Gulf Shores

Gulf Shores
Photographer Patricia Gulick

Tuesday, September 3, 2013

6-22-13 RMB Getting Along

6-22-13 RMB Getting Along
Dear Rita Mae Brown,
My three boys are having a sleepover. We watched the movie Joshua together. I try to find something with a lesson to watch with them, like the Waltons or a movie with a message. This movie was about a man that walks the walk of Jesus. It is a bit over the top, but the acting is good; the storyline interesting. The boys watch it, paying as much attention as they do to any show.
Afterwards, I briefly touch on why I wanted them to watch it, especially in regard to kindness and the act of it. At ten-ish my sister and I turn in for the night, leaving them to monopolize the living room as only one preteen and two under ten can do. Pillows and blankets are on the floor, the couch and recliner. The dog joins them. Toys come out. Snacks are opened. And they put a DVD of an action-drama television series in the DVD player.
They can watch what they want, eat what they want, play what they want and stay up as late as they want. I sit on the couch in my bedroom with the door open, typing Rita Mae Brown letters…and listen.
I hear arguing, the beginnings of fight. Recently I put my foot down with them…no more disrespect to moms or each other, time to start taking care of their things, their rooms, their house and their relationships. A week ago while on the phone one mom told me the boys were not picking up as they were told to do. That’s an understatement.

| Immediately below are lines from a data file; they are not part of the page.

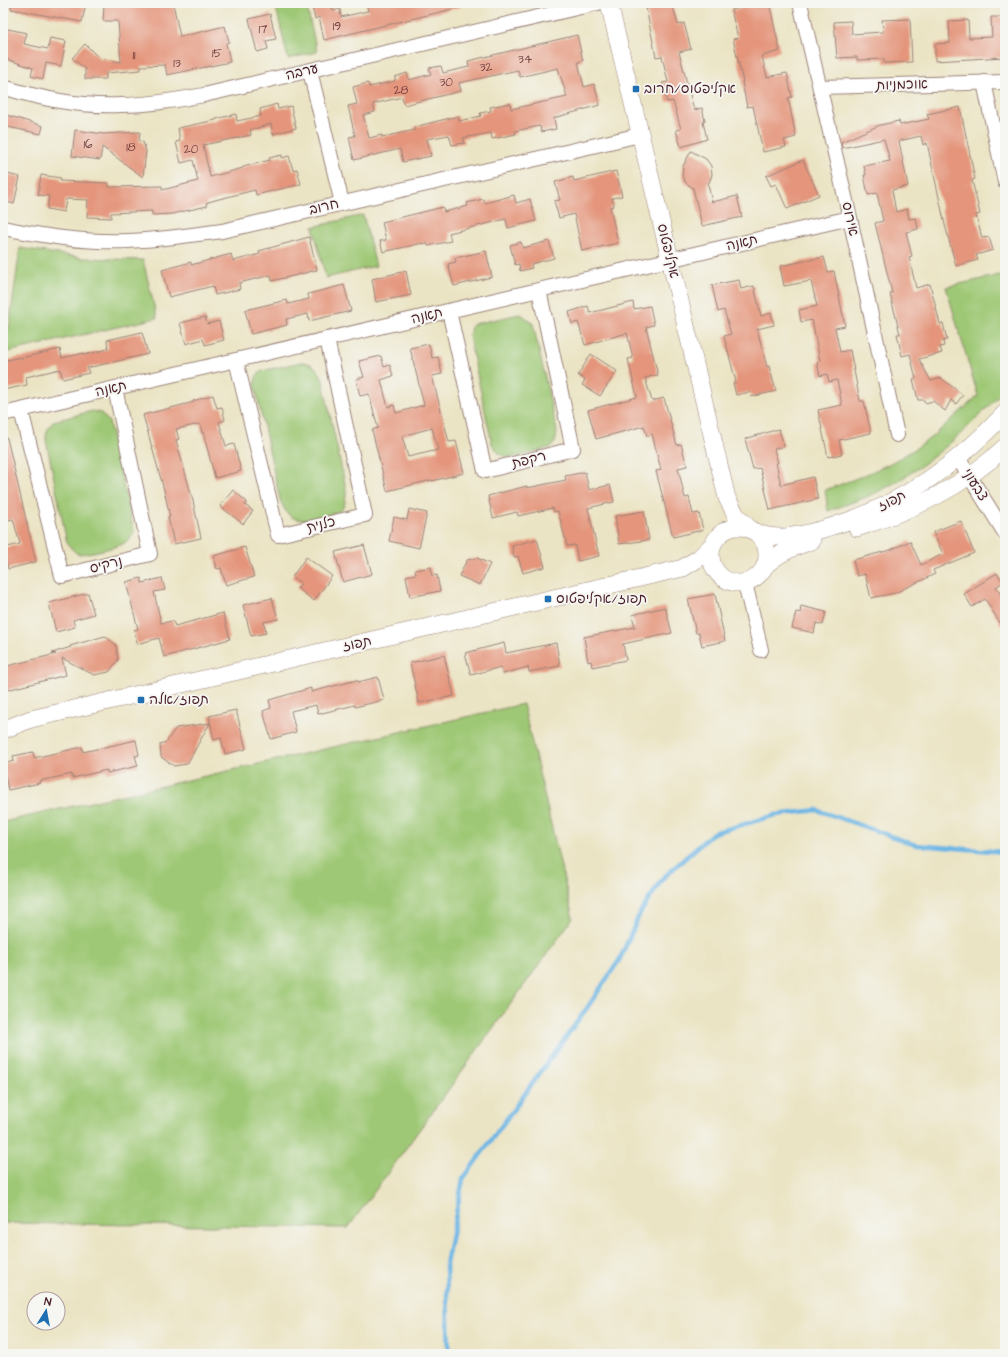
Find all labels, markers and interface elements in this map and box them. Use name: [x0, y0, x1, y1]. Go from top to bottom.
house number: 19: [333, 18, 341, 35]
house number: 17: [259, 21, 268, 38]
house number: 15: [212, 45, 223, 62]
house number: 11: [132, 47, 136, 64]
house number: 34: [518, 51, 532, 68]
house number: 13: [173, 55, 181, 72]
street label: ערבה: [284, 59, 320, 85]
house number: 32: [480, 59, 493, 76]
house number: 30: [439, 74, 453, 91]
street label: אוכמניות: [874, 74, 928, 96]
place label: אקליפטוס/חרוב: [644, 79, 736, 99]
house number: 28: [394, 82, 409, 99]
marker: אקליפטוס/חרוב: [631, 84, 641, 94]
house number: 16: [83, 136, 93, 153]
house number: 18: [126, 139, 136, 156]
house number: 20: [184, 141, 199, 158]
street label: חרוב: [307, 194, 341, 220]
street label: אירוס: [836, 200, 864, 238]
street label: אקליפטוס: [652, 222, 684, 280]
street label: תאנה: [724, 230, 760, 256]
street label: תאנה: [409, 303, 445, 329]
street label: תאנה: [93, 376, 129, 402]
street label: רקפת: [509, 446, 548, 474]
street label: צבעוני: [957, 465, 993, 505]
street label: תפוז: [874, 485, 910, 517]
street label: כלנית: [305, 512, 337, 538]
street label: נרקיס: [87, 551, 125, 579]
place label: תפוז/אקליפטוס: [556, 589, 647, 609]
marker: תפוז/אקליפטוס: [543, 594, 553, 604]
street label: תפוז: [340, 631, 374, 657]
place label: תפוז/אלה: [149, 690, 209, 710]
marker: תפוז/אלה: [136, 695, 146, 705]
north arrow: [26, 1291, 66, 1331]
text: N: [43, 1294, 53, 1310]

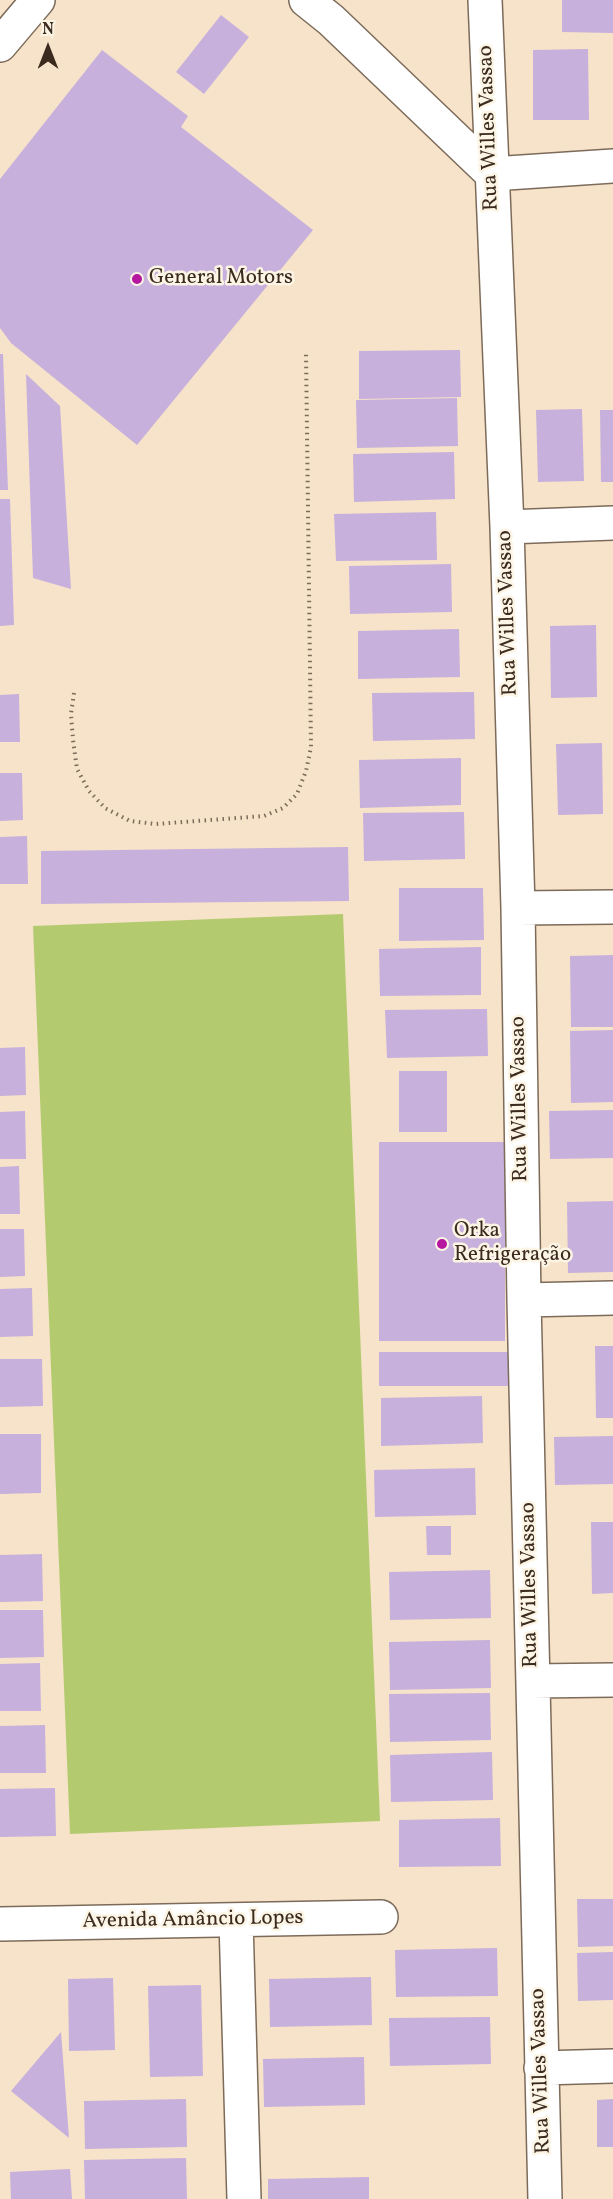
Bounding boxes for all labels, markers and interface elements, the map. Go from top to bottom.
north arrow [18,18,78,78]
text: N [42,19,54,41]
street label: Rua Willes Vassao [475,45,505,211]
place label: General Motors [149,266,293,292]
marker: General Motors [130,272,144,286]
street label: Rua Willes Vassao [494,530,524,696]
street label: Rua Willes Vassao [507,1016,535,1182]
place label: Orka Refrigeração [454,1219,571,1269]
marker: Orka Refrigeração [435,1237,449,1251]
street label: Rua Willes Vassao [517,1502,545,1668]
street label: Avenida Amâncio Lopes [82,1906,304,1936]
street label: Rua Willes Vassao [527,1988,557,2154]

These three boys have learned to push both mom’s buttons, play them like a fine symphony, with all the sections, every instrument mastered.
I went to the house and had a brief pow wow with their mom. With her consent, I lined up three boys, all more than willing to pick up their rooms and the house, now that I had arrived. I informed them that they were too late. If they did not want to pick up their toys, I would relieve them of the need to do so.

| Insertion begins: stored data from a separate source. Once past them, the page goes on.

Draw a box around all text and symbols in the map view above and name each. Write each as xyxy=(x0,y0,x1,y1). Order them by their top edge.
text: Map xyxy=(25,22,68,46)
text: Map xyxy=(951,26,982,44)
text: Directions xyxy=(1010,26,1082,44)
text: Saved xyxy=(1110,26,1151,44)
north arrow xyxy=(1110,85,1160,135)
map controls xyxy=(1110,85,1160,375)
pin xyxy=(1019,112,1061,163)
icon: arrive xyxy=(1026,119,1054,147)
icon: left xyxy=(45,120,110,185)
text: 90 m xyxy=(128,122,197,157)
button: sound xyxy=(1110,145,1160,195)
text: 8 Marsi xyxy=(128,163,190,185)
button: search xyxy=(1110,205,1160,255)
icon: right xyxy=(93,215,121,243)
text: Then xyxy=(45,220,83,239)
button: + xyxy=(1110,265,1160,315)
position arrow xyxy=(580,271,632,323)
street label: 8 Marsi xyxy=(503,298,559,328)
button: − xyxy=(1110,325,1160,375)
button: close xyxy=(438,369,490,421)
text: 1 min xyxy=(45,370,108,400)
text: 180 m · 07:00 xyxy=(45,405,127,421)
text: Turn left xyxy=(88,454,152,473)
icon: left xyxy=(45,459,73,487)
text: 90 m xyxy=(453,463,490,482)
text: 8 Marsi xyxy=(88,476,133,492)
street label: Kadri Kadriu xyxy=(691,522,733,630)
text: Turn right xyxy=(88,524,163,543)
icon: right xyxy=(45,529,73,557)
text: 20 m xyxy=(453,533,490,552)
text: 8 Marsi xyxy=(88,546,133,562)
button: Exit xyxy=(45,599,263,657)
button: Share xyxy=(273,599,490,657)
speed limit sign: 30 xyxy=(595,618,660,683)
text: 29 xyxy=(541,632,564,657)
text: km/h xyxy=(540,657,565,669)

The moms and I went through the house and filled twelve large garbage bags with toys, books and assorted treasures. After the stun wore off the boys helped. It always surprises me how they will participate, sometimes willingly, sometimes gladly, in their own punishment. They were a big help.

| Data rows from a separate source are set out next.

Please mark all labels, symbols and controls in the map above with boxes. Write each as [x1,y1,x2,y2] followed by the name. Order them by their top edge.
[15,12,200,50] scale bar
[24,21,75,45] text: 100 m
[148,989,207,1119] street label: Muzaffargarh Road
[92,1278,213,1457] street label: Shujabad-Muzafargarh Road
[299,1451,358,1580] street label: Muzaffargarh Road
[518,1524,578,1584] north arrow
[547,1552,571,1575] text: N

The bags now sit in my garage, waiting to be returned to boys that have learned to be more respectful and keep what is left in the house neat and orderly. This isn’t the first time they have had to earn back their things, but I hope it is the last. It helps that with every request for another toy or object, they are reminded about the bags that haven’t been earned back yet.
So after only minor sleepover squabbles, their freedom vanished; lights out, TV off, no more playing. I face three boys who all say they understand why and comply. Twenty minutes later I hear whispering, quiet playing in friendly tones. I walk out to find them thinking they are busted for playing. Instead I praise them for getting along. I can’t stress enough that his is all I want, to know that these three will go out in the world and get along with those whose path they cross.
The lights and TV go on, the game resumes. Twenty minutes later I hear arguing begin again…only this time the eldest says “Hey, stop arguing. We’ll get in trouble.” Amazingly they settle. Progress???